Un día, mientras paseaba a su perro, Randy escuchó a un hombre sin hogar hablando consigo mismo. «Por qué todos me miran y se rien? Soy una persona muy educada. ¡Por favor, salúdame!

«No te burles de mí ni me mires así», admitió Randy. «Además, dirijo un programa para ayudar a las personas sin hogar, así que simplemente no pude pasar de largo».
Resultó que el hombre se llamaba Pedro. Randy y John le dieron uno de los kits que habían recolectado para las personas sin hogar, con ropa limpia, calcetines, comida y agua, y le preguntaron sobre su vida.

«Admitió que no había dormido bien en ocho años», recuerda Randy, «porque es muy difícil dormir en el suelo, y además, siempre tenía miedo de que mientras dormía, alguien le robara sus últimas pertenencias».
Pedro les confesó que, más que cualquier otra cosa, quería regresar con su familia, a la que no veía desde hacía 20 años. Randy y John lo interrogaron, tratando de obtener al menos algunos datos sobre su familia, y al final, Pedro recordó la dirección de su abuela.

Después de una larga búsqueda, llamadas telefónicas y publicación de anuncios en Internet, Randy y John finalmente encontraron a la familia de Pedro. «Su tío Pierre nos llamó», dice Randy. Vio una foto de su sobrino y lo reconoció de inmediato.
Dijo que Pedro es una persona muy educada, que su tío, sobrino y muchas tías lo están esperando en casa. Pierre dijo que se reunirían y volarían a Los Ángeles lo antes posible para llevar a Pedro a casa.

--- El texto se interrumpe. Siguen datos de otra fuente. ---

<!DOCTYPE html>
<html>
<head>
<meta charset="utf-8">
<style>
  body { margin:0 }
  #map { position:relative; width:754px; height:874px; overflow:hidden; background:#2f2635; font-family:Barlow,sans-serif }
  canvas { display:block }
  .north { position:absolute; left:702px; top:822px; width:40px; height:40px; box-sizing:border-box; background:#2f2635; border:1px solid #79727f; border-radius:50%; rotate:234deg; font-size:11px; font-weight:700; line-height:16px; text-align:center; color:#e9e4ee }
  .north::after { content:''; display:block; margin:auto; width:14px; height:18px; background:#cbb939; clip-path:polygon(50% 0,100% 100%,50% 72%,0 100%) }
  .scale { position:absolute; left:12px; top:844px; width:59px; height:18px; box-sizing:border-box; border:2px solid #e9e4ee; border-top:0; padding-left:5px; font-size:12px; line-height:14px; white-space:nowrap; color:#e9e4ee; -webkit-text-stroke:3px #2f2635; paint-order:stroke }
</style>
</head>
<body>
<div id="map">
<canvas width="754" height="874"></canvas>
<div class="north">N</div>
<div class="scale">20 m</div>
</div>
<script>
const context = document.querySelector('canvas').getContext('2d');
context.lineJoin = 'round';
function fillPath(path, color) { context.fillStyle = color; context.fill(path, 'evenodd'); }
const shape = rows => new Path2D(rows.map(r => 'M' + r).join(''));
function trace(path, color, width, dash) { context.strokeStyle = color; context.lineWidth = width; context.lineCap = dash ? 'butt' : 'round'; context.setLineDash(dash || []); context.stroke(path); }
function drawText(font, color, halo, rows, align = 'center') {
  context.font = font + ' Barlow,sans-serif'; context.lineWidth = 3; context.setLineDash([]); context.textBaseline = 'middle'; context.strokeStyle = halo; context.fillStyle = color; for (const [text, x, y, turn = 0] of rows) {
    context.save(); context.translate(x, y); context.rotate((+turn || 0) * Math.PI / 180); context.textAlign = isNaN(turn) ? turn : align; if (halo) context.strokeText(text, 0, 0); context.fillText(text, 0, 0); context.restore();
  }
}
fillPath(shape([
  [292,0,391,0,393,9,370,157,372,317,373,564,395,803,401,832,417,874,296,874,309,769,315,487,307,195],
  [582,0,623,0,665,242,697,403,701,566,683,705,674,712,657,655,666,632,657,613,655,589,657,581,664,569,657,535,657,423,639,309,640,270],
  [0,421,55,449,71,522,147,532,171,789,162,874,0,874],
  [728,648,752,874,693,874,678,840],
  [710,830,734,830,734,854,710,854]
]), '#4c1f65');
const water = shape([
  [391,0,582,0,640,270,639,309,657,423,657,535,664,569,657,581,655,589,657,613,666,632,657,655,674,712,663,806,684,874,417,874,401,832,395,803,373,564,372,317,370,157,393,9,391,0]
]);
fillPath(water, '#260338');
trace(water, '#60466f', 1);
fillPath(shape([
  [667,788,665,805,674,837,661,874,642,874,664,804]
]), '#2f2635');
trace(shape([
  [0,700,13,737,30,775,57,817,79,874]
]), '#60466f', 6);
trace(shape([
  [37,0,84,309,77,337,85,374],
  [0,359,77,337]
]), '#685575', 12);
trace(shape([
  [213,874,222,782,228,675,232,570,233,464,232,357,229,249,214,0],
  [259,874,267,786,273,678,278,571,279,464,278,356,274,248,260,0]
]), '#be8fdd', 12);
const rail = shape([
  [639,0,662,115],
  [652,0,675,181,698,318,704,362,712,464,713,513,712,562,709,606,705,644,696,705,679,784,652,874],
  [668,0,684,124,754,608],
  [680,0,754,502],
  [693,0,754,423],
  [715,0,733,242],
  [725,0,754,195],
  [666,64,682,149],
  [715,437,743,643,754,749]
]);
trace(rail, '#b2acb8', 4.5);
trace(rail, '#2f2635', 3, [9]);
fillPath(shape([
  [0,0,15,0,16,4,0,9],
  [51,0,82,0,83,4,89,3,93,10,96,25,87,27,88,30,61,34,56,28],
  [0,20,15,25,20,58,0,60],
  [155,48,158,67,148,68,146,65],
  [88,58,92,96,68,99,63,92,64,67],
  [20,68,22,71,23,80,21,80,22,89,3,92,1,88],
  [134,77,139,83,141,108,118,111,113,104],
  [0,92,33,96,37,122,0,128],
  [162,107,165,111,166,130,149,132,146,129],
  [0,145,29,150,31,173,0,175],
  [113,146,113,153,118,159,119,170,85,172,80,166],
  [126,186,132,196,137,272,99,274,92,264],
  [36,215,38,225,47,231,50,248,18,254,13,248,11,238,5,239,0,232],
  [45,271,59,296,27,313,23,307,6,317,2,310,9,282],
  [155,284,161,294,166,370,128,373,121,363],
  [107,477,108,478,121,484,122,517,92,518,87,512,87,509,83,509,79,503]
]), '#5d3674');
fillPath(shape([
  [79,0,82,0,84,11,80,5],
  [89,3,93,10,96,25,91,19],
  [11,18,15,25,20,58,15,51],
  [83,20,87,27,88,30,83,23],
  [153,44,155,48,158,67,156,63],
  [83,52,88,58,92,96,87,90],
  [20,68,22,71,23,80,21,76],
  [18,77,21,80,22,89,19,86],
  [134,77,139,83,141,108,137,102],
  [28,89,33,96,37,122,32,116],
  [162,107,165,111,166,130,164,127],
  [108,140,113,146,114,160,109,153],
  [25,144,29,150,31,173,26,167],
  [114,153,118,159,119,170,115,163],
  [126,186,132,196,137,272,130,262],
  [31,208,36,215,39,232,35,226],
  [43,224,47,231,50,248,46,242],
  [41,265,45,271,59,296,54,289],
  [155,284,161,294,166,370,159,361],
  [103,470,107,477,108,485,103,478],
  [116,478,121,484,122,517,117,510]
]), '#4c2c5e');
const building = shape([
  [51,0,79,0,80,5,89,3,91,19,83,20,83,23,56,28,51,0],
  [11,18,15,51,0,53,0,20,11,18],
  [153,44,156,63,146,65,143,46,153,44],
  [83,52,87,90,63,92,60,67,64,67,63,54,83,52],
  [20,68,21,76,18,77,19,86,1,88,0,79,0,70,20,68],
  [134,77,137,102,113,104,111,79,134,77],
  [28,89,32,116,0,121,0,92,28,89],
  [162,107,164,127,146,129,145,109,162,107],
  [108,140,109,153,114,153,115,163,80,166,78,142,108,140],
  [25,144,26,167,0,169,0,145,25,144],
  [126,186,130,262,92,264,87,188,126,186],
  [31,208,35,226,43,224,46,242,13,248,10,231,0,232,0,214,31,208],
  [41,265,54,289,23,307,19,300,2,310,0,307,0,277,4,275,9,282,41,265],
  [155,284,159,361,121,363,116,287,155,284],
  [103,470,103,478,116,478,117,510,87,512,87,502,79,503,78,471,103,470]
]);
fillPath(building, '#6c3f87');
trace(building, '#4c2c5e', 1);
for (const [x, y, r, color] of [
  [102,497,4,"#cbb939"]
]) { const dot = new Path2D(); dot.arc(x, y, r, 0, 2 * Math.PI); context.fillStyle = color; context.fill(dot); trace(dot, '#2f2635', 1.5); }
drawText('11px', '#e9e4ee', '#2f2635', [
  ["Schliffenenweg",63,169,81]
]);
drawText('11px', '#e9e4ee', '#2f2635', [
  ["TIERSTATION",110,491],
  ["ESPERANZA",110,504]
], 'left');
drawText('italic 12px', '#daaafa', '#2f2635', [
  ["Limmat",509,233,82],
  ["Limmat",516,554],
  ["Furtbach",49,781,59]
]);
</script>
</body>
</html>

Randy y John iniciaron una recaudación de fondos en línea para ayudar a Pedro. En 72 horas, lograron recaudar $6,500. Este dinero fue suficiente para poner a Pedro en un hotel, comprarle ropa nueva, un teléfono celular y las cosas más necesarias.
Además, utilizaron este dinero para pagar los boletos a Los Ángeles para su tío y sobrino Pedro. «Damos el resto del dinero a la familia de Pedro para ayudarlo a ponerse de pie», dice Randy.
Cuando la familia de Pedro llegó a recogerlo, Randy y John cenaron con ellos para conocer mejor a la familia de Pedro.

«Son una familia realmente maravillosa y amorosa», dice Randy. «Realmente se quieren entre sí y 20 años de separación no han cambiado nada. Pedro resultó ser una persona amable e inteligente. Después de la cena, volaron a Charleston. ¡Prometimos que definitivamente visitaríamos a Pedro en su hogar!»
«Por favor, si una persona sin hogar se acerca a ti en la calle, ¡no la ignores!» instan Randy y John. «Si te saluda, responde. Puede cambiar toda su vida».